• **Problem statement**
Whenever a line contains the string "United", copy it out of the entries.

• **Data section**
- Opening Delimiter -

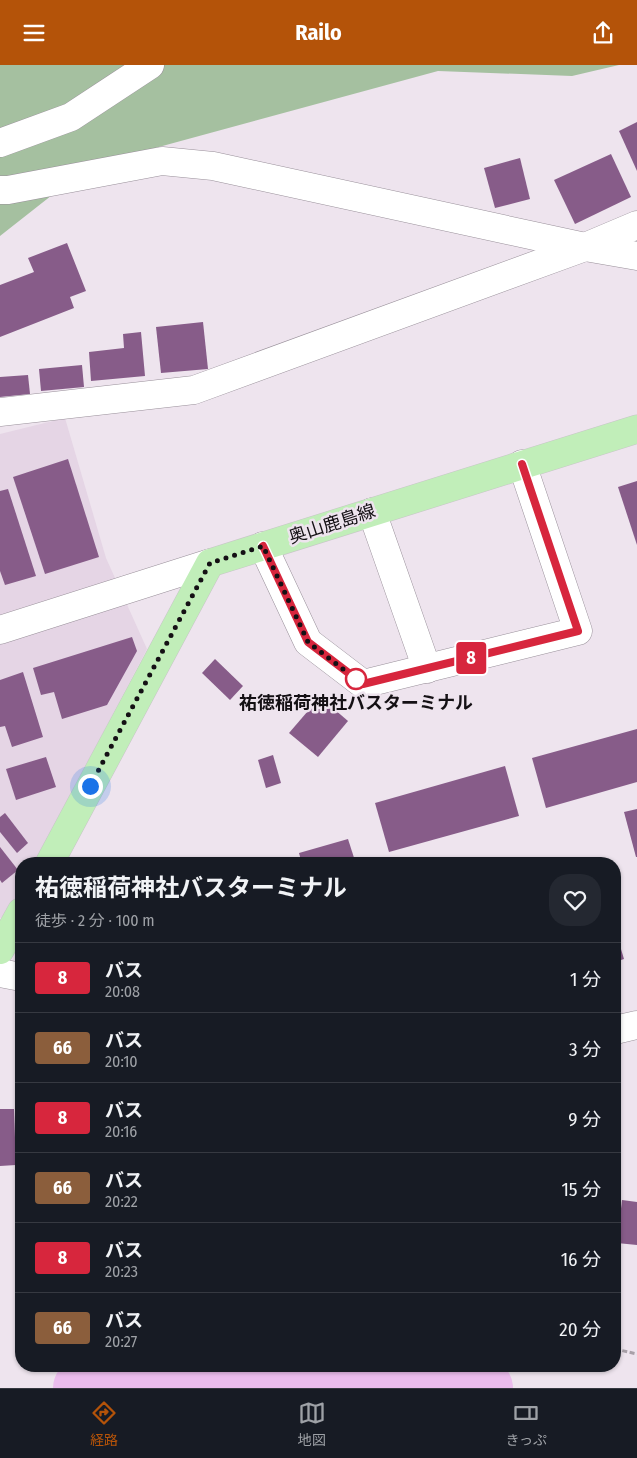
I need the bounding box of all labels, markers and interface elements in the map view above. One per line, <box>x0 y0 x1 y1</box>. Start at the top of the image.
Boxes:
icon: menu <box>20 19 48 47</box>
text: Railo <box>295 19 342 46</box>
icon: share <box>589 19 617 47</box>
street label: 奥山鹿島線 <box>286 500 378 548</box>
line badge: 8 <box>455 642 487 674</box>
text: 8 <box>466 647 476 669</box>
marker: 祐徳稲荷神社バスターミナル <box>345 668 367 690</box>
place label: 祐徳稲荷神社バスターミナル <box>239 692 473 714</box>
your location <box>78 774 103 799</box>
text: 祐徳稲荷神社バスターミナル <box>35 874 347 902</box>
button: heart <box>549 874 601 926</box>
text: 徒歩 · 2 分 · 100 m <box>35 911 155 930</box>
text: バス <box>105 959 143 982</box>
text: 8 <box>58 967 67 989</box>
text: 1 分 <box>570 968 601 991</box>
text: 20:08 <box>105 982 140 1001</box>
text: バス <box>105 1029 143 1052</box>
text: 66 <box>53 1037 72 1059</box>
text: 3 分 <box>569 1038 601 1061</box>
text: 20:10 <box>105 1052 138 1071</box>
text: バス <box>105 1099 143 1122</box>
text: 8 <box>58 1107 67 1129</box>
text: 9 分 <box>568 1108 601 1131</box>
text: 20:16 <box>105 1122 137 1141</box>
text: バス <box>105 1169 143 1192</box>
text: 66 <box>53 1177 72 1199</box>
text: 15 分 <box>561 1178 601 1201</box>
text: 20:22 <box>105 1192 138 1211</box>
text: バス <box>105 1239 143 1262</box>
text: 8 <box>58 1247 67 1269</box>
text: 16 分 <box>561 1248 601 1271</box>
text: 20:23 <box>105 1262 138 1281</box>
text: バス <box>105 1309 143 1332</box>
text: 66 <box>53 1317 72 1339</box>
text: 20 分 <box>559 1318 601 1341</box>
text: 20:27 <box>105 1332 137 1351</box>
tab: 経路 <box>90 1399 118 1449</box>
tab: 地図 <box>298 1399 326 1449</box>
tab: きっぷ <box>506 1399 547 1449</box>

- Closing Delimiter -
- Opening Delimiter -

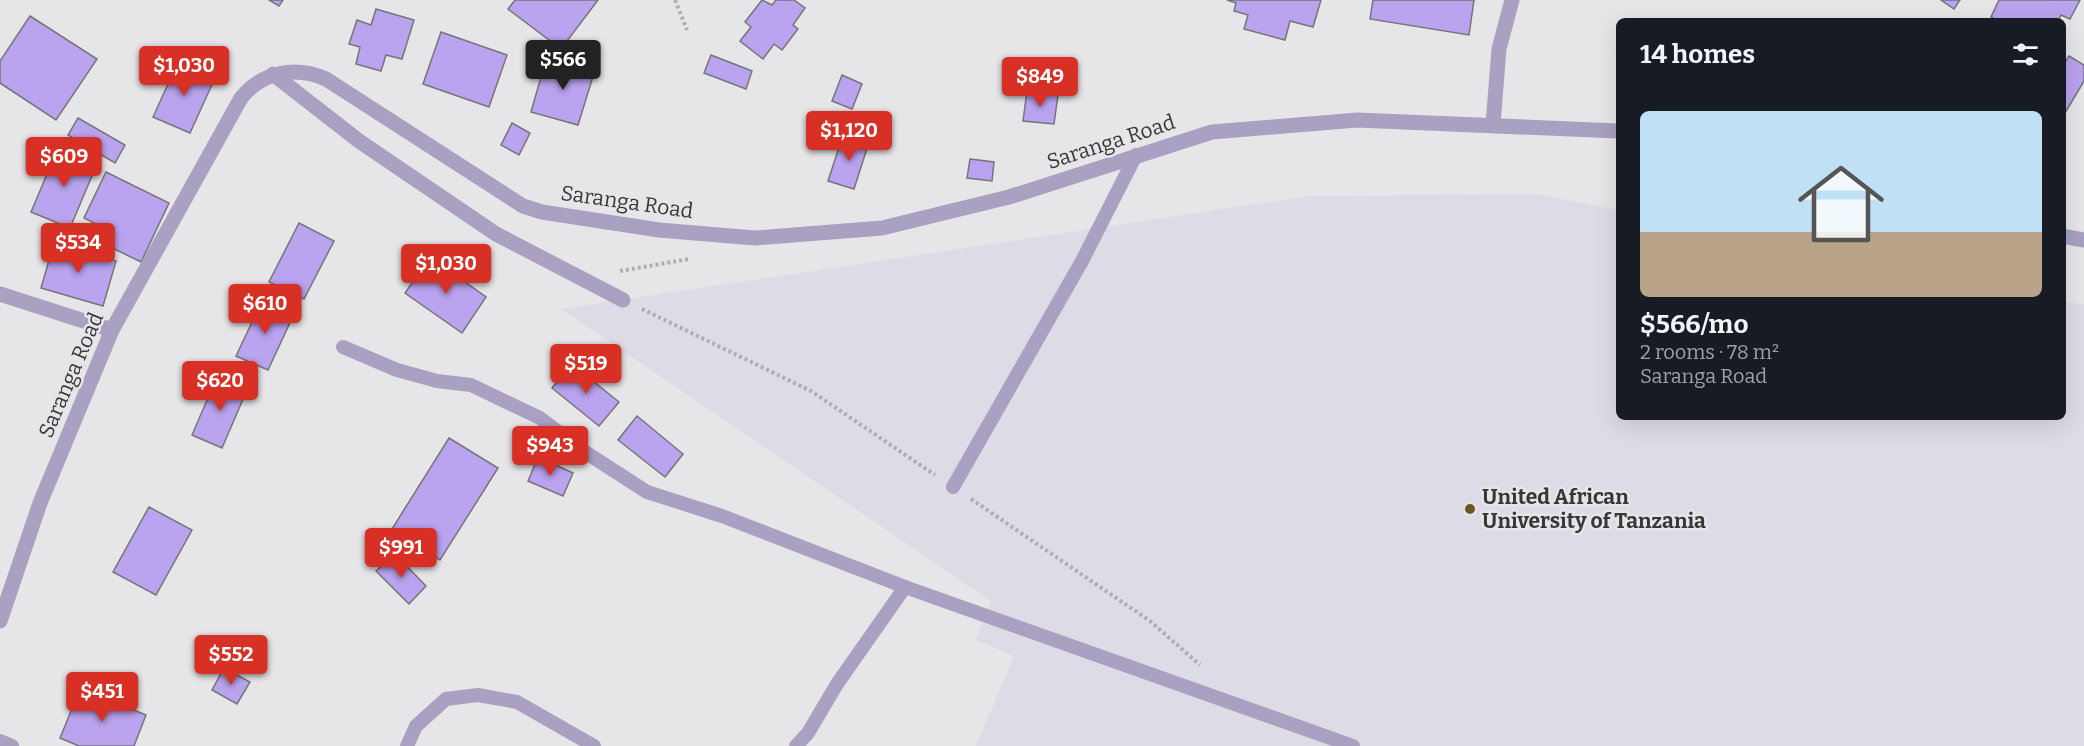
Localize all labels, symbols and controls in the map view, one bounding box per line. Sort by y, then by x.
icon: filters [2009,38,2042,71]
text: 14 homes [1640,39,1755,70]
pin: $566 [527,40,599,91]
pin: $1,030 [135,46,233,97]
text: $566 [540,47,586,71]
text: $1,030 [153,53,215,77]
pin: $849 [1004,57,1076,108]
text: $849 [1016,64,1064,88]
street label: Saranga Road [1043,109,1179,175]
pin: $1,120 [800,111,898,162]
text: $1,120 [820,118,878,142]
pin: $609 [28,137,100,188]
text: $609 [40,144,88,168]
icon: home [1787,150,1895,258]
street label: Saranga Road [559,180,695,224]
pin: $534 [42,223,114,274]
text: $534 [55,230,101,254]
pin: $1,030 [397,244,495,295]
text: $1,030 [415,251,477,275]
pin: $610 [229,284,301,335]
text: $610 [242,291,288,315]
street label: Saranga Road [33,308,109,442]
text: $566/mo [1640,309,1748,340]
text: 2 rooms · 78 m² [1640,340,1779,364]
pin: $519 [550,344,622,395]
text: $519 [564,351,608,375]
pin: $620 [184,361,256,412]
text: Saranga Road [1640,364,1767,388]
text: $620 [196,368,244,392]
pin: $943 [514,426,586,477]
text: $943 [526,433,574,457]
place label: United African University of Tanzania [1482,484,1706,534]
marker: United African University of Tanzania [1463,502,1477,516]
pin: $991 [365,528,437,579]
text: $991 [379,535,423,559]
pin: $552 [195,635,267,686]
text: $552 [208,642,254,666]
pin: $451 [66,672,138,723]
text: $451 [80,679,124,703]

- Closing Delimiter -
- Opening Delimiter -

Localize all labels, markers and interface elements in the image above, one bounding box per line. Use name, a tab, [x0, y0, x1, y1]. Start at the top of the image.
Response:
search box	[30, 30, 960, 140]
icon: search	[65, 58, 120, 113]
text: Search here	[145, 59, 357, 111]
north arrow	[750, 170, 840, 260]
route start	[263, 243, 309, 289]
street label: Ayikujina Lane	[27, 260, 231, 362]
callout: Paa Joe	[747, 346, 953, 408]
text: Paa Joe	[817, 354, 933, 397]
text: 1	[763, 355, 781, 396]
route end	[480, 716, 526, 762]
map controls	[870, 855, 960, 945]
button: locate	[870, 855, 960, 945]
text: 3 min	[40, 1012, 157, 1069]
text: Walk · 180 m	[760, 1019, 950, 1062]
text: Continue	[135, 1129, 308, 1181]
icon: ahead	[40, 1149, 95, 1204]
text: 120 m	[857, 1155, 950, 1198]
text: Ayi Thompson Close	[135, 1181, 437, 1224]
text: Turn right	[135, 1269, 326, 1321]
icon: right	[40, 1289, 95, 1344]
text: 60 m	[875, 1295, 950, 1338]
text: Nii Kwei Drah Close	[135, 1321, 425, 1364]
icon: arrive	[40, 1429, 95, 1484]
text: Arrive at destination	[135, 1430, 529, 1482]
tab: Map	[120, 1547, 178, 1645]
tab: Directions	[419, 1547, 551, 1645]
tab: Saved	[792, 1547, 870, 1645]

- Closing Delimiter -

• **Response to the exercise**
place label: United African University of Tanzania [1482,484,1706,534]
marker: United African University of Tanzania [1463,502,1477,516]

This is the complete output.